Taming Pandas

Andrei Zhozhin

| 12 minutes

Why learn new tools

In the modern world there is high demand for strong analytical skills, amount of data is growing dramatically, number of different databases and data stores is also increasing. Previously all data was stored in relational databases and SQL language was lingua franca to query it. But now not all databases support SQL and we technically could not put all our data into single storage, that means we need to find new tools capable to work with different data sources and provide at least the same level of flexibility like SQL.
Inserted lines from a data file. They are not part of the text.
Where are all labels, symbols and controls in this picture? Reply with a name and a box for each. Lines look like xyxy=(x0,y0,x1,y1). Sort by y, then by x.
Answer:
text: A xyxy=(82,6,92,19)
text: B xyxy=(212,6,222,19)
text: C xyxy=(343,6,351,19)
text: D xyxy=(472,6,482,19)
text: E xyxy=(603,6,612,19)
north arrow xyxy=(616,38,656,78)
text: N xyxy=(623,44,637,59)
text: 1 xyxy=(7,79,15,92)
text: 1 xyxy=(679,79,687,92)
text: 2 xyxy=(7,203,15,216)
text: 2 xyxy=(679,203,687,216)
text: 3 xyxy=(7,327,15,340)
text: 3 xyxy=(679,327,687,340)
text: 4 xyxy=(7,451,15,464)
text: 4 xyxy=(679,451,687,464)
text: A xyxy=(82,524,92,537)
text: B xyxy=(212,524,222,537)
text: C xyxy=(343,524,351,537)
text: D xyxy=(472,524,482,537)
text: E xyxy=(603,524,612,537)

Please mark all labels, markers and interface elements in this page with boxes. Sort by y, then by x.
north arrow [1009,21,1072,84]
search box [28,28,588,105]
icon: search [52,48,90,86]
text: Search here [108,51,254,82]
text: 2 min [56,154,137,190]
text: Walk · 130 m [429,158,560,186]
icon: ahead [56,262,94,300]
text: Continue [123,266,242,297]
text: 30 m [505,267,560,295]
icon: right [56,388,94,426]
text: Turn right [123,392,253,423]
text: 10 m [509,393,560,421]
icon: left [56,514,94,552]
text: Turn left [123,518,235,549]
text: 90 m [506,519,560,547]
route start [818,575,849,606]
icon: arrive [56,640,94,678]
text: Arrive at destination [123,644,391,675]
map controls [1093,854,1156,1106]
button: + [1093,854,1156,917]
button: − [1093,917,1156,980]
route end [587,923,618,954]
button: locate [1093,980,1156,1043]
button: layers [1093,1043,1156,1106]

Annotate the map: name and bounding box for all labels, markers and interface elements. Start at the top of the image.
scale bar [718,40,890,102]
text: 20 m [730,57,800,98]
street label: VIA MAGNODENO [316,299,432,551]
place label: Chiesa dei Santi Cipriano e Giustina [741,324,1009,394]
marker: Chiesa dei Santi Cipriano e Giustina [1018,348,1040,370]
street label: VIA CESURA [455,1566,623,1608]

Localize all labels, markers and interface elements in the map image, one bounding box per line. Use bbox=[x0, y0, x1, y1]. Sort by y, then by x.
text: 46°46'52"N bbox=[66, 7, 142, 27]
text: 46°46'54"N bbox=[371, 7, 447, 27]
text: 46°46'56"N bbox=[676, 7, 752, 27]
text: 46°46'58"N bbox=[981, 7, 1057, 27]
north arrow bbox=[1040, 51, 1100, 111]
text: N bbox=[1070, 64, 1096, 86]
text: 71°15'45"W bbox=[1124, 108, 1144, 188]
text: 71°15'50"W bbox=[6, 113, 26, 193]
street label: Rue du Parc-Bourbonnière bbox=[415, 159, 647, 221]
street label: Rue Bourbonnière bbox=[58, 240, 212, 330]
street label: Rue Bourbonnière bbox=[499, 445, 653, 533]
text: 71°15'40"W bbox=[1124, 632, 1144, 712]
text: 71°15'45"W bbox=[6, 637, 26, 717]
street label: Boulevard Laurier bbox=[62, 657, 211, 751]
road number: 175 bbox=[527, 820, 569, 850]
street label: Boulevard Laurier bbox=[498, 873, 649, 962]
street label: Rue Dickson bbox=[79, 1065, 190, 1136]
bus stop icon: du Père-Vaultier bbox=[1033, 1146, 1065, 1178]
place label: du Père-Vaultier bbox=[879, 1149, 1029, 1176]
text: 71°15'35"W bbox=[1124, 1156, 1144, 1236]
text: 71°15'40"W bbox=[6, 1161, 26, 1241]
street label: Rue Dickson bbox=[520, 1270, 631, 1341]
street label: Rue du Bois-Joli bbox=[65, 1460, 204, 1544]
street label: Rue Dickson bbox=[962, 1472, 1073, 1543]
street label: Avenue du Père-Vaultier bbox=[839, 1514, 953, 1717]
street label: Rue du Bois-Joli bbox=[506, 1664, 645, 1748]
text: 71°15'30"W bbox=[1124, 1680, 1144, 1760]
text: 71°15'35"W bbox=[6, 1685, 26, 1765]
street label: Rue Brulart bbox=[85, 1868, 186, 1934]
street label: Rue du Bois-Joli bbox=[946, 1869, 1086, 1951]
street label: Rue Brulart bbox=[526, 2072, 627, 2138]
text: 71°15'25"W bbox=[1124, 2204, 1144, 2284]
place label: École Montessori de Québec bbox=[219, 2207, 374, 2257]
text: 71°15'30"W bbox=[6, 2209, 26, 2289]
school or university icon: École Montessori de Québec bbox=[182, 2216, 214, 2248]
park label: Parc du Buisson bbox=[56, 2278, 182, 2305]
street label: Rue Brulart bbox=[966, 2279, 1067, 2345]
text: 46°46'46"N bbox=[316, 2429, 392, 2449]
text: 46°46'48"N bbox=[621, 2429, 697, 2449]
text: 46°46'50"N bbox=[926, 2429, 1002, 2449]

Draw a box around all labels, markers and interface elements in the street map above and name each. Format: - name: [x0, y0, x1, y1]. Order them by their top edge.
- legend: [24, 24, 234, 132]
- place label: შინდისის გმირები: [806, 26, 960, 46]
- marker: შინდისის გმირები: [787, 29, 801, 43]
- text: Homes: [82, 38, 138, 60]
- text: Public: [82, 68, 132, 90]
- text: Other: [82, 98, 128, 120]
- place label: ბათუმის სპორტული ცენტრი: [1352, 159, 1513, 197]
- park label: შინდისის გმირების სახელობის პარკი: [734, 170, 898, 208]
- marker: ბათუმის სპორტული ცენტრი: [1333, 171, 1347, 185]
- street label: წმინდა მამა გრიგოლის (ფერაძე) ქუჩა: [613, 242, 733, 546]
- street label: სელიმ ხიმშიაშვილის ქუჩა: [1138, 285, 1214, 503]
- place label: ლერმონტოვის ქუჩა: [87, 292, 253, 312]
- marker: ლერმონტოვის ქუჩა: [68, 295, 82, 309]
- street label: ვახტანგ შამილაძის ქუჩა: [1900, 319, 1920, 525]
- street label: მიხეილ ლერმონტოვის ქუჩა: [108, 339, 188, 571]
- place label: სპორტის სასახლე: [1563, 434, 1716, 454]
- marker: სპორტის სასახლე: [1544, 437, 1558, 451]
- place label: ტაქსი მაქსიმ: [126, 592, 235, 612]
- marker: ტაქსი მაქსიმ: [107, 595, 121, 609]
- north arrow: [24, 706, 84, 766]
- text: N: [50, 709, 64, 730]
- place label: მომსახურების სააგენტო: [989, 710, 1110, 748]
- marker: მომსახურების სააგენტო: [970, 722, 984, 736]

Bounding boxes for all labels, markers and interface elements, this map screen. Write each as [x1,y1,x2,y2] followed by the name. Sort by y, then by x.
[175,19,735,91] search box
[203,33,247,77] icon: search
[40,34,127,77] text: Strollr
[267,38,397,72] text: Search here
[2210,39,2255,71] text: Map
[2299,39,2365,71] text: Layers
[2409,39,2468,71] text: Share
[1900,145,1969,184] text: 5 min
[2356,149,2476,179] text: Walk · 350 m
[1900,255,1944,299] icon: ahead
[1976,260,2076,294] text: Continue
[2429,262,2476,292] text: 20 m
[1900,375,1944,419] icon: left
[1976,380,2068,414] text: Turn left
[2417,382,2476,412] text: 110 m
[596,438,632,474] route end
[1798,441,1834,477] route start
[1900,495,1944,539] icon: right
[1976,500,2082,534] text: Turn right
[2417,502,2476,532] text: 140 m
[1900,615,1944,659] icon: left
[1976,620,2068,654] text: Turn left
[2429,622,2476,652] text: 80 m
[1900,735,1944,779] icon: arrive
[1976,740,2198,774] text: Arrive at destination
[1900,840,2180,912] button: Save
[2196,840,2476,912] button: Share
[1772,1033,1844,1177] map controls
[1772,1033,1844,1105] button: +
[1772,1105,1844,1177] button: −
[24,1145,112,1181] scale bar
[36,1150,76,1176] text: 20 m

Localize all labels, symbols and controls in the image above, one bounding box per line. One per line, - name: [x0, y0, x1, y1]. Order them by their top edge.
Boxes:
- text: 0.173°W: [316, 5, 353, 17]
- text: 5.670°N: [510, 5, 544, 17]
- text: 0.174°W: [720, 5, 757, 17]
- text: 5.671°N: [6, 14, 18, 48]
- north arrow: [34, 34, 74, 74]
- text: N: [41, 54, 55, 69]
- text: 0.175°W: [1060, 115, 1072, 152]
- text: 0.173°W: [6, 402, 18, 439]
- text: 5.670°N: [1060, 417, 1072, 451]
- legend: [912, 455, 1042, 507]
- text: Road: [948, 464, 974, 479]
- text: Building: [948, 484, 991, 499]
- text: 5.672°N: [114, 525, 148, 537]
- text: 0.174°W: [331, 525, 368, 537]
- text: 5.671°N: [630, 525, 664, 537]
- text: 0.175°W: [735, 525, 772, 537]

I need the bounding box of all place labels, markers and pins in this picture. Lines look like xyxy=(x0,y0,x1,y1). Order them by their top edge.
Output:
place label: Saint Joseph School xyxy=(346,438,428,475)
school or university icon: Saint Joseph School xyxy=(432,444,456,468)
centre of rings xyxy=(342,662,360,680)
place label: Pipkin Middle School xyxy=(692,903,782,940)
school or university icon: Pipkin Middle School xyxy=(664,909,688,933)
If you already proficient in SQL this article would be useful for you as it provides you with python/pandas equivalents for known SQL constructs. If you are not familiar with SQL I can recommend to start with SQLZoo to learn SQL through practice.

Meet Pandas

Pandas is a fast, powerful, flexible and easy to use open source data analysis and manipulation tool, built on top of the Python programming language. It provides very flexible interfaces for software developers and analysts. I think python was heavily popularized beyond developers community because of pandas.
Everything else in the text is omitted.